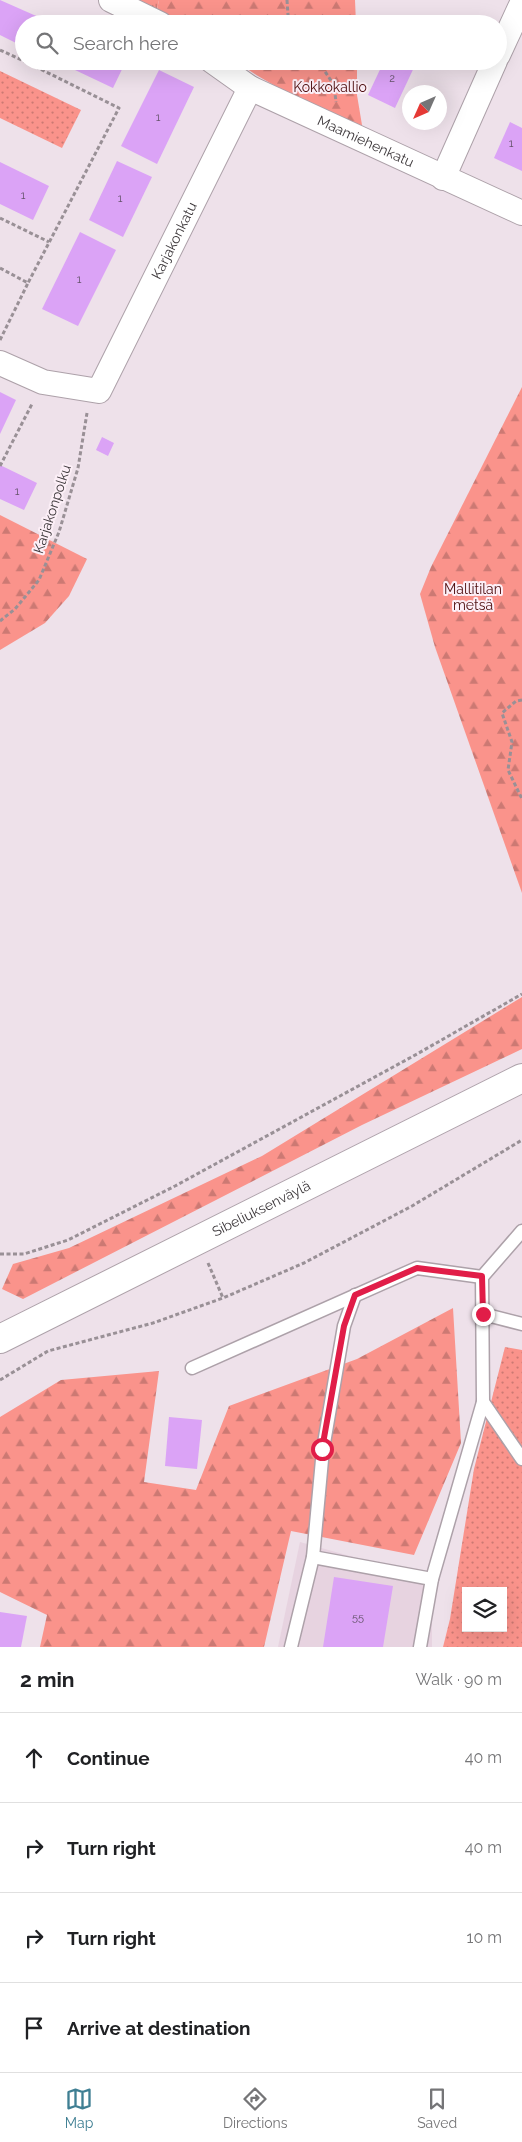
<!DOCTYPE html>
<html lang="en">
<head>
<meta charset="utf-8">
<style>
  :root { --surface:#fff; --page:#f2f2f2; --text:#202124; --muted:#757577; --line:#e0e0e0; --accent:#3f7f93 }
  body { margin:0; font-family:Raleway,sans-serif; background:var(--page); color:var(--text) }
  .controls { position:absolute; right:15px; bottom:15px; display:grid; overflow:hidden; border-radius:0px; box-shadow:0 5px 20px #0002 }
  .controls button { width:45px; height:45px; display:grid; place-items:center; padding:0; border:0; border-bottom:1px solid var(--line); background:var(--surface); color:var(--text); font:25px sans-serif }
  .compass { position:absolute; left:402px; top:85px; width:45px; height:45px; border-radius:50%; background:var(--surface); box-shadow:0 5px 20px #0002; rotate:225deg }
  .stop { position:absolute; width:15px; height:15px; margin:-11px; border:4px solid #e11d48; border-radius:50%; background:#fff }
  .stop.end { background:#e11d48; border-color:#fff; box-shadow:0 1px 5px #0008 }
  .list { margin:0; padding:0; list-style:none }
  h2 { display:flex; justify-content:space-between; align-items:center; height:65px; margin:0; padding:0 20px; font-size:21px }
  h2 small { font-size:16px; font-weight:400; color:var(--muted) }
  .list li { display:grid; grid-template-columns:32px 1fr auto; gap:15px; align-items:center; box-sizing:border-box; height:90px; padding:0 20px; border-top:1px solid var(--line) }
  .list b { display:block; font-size:19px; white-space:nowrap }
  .list em { font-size:16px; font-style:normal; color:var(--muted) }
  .icon { flex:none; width:28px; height:28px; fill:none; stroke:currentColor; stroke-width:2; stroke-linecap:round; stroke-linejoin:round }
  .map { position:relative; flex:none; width:522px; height:1647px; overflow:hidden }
  .search { position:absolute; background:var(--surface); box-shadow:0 5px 20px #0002; left:15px; right:15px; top:15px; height:55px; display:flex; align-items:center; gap:12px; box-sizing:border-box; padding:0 18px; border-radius:28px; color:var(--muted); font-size:19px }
  .sheet { height:425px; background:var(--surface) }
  nav { display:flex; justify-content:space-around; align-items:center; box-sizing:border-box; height:70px; border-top:1px solid var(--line); background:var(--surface); font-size:14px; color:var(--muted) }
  nav a { display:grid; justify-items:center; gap:2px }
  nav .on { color:var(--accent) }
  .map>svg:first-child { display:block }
  .built { fill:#e7d3e0 }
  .grass { fill:url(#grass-tufts) }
  .forest { fill:url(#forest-firs) }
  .park { fill:url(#park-dots); fill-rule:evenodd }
  .building { fill:#dba3f6 }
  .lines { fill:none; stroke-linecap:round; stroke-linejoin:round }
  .lane-casing { stroke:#ada1a9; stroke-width:15 }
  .street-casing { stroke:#ada1a9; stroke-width:26 }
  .secondary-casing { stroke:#ada1a9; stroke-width:30 }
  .path { stroke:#999096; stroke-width:3; stroke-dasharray:4 2.5; stroke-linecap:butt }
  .lane { stroke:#fff; stroke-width:12 }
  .street { stroke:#fff; stroke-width:24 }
  .secondary { stroke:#fff; stroke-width:28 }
  .route { stroke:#e11d48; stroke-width:6 }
  .labels { text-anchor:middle; stroke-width:4; stroke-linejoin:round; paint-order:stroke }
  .number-label { font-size:11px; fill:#64536a }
  .park-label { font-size:14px; fill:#4f0f10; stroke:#fceff7 }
  .street-label { font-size:14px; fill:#3d383b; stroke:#fceff7 }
</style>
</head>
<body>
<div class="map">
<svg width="522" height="1647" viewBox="0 0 522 1647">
  <defs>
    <pattern id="grass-tufts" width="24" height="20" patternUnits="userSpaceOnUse" patternTransform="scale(1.25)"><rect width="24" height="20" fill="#fa938b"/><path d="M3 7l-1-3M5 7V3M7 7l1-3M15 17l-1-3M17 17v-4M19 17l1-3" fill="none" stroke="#cc7973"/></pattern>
    <pattern id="forest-firs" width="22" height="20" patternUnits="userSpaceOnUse" patternTransform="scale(1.25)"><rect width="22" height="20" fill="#fa938b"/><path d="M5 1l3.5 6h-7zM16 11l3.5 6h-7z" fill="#cc7973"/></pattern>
    <pattern id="park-dots" width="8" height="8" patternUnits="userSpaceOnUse" patternTransform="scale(1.25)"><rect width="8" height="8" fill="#fa938b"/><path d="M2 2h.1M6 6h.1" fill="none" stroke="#cc7973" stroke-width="1.8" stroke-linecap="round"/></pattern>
  </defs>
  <rect width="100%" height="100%" fill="#eee1ea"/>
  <!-- built -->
  <polygon class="built" points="300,1542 432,1579 432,1647 278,1647"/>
  <!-- grass -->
  <polygon class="grass" points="136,0 159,0 157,10"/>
  <!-- forest -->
  <g class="forest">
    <polygon points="159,0 355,0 356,24 178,24 157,10"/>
    <polygon points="235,61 357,61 357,95 364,137 258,76"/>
    <polygon points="522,387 522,893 435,647 420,594 431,567"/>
    <polygon points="0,515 87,559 69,596 45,623 0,650"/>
    <polygon points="522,997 522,1049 362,1125 23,1299 2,1289 13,1264 69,1248 262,1156"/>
    <polygon points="453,1308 461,1443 414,1555 291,1531 264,1647 40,1647 47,1615 0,1592 0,1417 61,1380 159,1371 144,1482 196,1490 229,1406 357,1359"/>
  </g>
  <!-- park -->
  <g class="park">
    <polygon points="0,71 81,110 62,148 0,118"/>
    <path d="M505,1347L522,1350V1647H443L450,1619L474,1469ZM466,1591H503V1628H466Z"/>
  </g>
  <!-- building -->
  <g class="building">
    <polygon points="0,0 43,19 40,24 24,24 24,47 0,35"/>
    <polygon points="56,61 126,61 113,88"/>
    <polygon points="384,61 417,61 395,108 368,95"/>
    <polygon points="159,70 194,87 157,164 121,146"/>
    <polygon points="510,122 522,128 522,171 494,158"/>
    <polygon points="117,161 152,177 123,237 89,220"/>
    <polygon points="0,162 49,186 33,220 0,204"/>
    <polygon points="80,232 116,250 78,326 42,309"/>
    <polygon points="0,392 16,400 0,434"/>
    <polygon points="102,437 114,443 108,456 96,450"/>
    <polygon points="0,465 37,483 24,510 0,499"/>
    <polygon points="169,1417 202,1420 197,1469 165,1466"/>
    <polygon points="334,1577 393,1586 383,1647 323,1647"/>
    <polygon points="0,1612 27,1616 21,1647 0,1647"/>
  </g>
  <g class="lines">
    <defs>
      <g id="lane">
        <polyline points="522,1231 482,1277 483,1402 522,1459"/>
        <polyline points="483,1314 522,1324"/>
        <polyline points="192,1368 417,1268 482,1277"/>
        <polyline points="313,1557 432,1579"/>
        <polyline points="291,1647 313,1557 323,1449 344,1326 355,1295"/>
        <polyline points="420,1647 432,1579 483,1402"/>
      </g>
      <g id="street">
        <polyline points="111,0 160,24"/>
        <polyline points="498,55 522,3"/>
        <path id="s1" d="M212,61L250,88L522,213"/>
        <polyline points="443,178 495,61"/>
        <path id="s2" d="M0,363L43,382L99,391L250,88"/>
      </g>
      <g id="secondary">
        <path id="s3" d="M0,1339L522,1078"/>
      </g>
    </defs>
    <!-- lane casing -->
    <use href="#lane" class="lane-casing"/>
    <!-- street casing -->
    <use href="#street" class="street-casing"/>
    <!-- secondary casing -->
    <use href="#secondary" class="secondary-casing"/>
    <!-- path -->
    <g class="path">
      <polyline points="287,0 288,15 294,24"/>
      <polyline points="0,50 24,61"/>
      <polyline points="318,61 334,85 336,102"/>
      <polyline points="0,218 49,242"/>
      <polyline points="0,268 28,283 119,108 24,61"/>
      <polyline points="0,340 28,283"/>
      <polyline points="0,466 32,404"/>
      <polyline points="0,621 15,609 39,580 59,532 78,468 87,413"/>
      <polyline points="522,700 516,701 502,713 512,742 508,770 522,799"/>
      <polyline points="0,1254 24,1254 68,1240 175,1186 417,1054 522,994"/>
      <polyline points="208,1263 223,1298"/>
      <polyline points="0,1380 48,1351 153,1323 223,1298 304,1263 412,1206 522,1140"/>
    </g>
    <!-- lane -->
    <use href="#lane" class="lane"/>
    <!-- street -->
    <use href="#street" class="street"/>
    <!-- secondary -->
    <use href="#secondary" class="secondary"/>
  </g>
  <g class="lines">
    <!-- route -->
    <polyline class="route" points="322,1449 344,1326 355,1295 417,1268 482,1276 483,1314"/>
  </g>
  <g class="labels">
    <!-- number labels -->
    <g class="number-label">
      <text x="392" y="82">2</text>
      <text x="158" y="121">1</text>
      <text x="511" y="147">1</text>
      <text x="23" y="199">1</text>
      <text x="120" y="202">1</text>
      <text x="79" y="283">1</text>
      <text x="17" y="495">1</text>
      <text x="358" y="1621">55</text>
    </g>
    <!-- park labels -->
    <g class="park-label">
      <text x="330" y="92">Kokkokallio</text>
      <text x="473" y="594">Mallitilan<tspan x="473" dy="16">metsä</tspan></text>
    </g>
    <!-- street labels -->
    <g class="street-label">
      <text dy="5" stroke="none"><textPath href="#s1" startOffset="174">Maamiehenkatu</textPath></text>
      <text dy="5" stroke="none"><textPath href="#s2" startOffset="272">Karjakonkatu</textPath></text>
      <text transform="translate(52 509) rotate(-72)" y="5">Karjakonpolku</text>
      <text dy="5" stroke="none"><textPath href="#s3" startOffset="292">Sibeliuksenväylä</textPath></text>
    </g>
  </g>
</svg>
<div class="controls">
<button><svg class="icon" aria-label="layers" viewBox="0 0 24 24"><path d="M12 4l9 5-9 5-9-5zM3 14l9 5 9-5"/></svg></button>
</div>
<svg class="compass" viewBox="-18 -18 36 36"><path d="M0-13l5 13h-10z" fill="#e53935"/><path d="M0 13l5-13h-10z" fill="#757577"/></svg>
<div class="stop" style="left:322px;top:1449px"></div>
<div class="stop end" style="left:483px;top:1314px"></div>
<div class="search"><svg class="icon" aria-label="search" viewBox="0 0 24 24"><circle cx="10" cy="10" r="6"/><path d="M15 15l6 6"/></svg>Search here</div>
</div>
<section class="sheet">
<h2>2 min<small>Walk · 90 m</small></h2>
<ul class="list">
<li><svg class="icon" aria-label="ahead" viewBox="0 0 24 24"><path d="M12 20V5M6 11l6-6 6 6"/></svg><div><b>Continue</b></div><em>40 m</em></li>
<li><svg class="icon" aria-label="right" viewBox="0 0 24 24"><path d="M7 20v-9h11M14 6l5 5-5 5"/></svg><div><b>Turn right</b></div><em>40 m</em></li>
<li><svg class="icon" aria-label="right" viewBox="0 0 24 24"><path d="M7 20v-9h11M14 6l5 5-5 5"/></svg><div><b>Turn right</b></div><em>10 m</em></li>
<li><svg class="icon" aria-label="arrive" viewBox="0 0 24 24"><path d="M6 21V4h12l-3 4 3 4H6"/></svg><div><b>Arrive at destination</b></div></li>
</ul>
</section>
<nav>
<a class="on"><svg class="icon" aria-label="map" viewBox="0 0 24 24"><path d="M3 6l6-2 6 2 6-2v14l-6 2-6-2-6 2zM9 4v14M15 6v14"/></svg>Map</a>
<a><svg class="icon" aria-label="directions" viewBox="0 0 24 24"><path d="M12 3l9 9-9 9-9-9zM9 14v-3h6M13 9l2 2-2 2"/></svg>Directions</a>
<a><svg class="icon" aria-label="saved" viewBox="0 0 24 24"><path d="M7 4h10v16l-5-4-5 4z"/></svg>Saved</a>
</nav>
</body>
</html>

┄┄┄┄┄┄┄┄┄┄

ACTIVITY:
Note each line of the material holding "serif" and copy it out.

TASK OUTPUT:
  body { margin:0; font-family:Raleway,sans-serif; background:var(--page); color:var(--text) }
  .controls button { width:45px; height:45px; display:grid; place-items:center; padding:0; border:0; border-bottom:1px solid var(--line); background:var(--surface); color:var(--text); font:25px sans-serif }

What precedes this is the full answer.